Ecco perché quella del salmone islandese appare essere la madre di tutte le battaglie per la difesa della natura selvaggia: «La vita del salmone è un viaggio avventuroso che ha pochi eguali – spiega Frid – ogni salmone nasce in questi fiumi, scende nei fiordi, entra in mare aperto, raggiunge le coste americane e poi torna indietro, al suo fiordo, al suo fiume, per riprodursi. Ogni fiordo, ogni fiume, ha il suo salmone, col suo Dna unico al mondo, frutto di migliaia di anni di evoluzione». Così non è per il salmone allevato. Le sue uova, tutte le uova delle centinaia di milioni di salmoni norvegesi che vengono allevati ogni anno al mondo, provengono in larga parte dalla stessa azienda, il colosso norvegese Bolaks, dallo stesso fiordo e dalla stessa specie di salmone, un incrocio norvegese-svedese perfetto per essere allevato: grasso, docile, in grado di crescere velocemente: «Semplifichiamo per ragioni di mercato ciò che la natura ha reso complesso per ragioni di sopravvivenza ed evoluzione della specie -, interviene ancora Josh Murphy -. Possiamo pure continuare a farlo, ma è importante esserne consapevoli».

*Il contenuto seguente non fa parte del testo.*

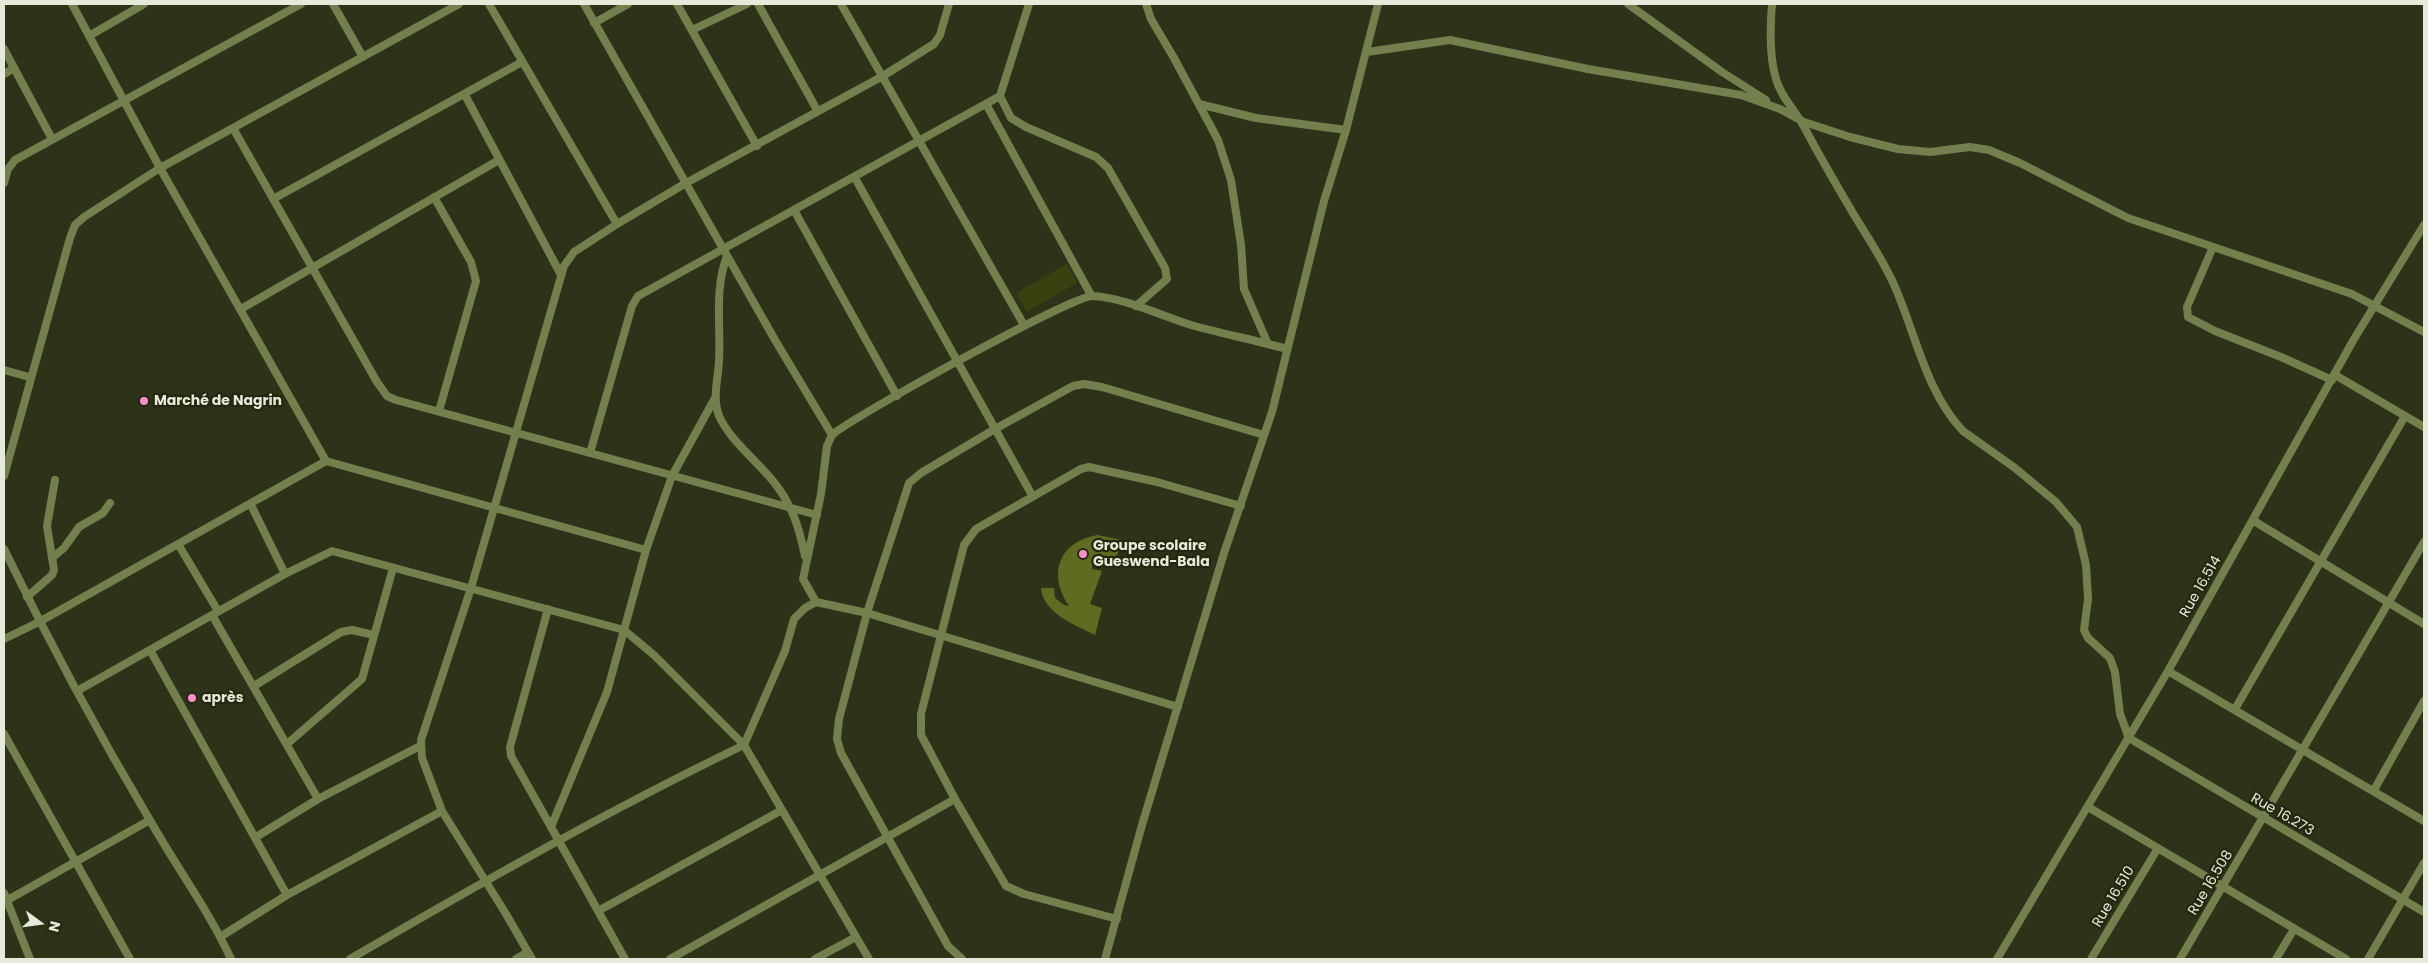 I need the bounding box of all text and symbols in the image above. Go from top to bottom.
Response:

Genetic pollution, lo chiama Frid. Inquinamento genetico. Già, perché gli allevamenti in mare aperti non sono che una rete che circonda i salmoni dalla superficie al fondo del mare. Basta una mareggiata, o un buco causato dall’usura, per farne scappare a centinaia, se non addirittura a migliaia. Una fuga, questa, che per istinto porta i salmoni allevati nei fiordi, e poi nei fiumi, a fecondare o a deporre uova, creando una genia meticcia, del tutto inadeguata a sopravvivere in quel fiordo e in quel fiume. In Islanda, oggi, ci sono circa 500mila salmoni selvaggi. Solo 40 anni fa ce n’erano 1,6 milioni. Ne sono spariti sette ogni dieci in meno di mezzo secolo.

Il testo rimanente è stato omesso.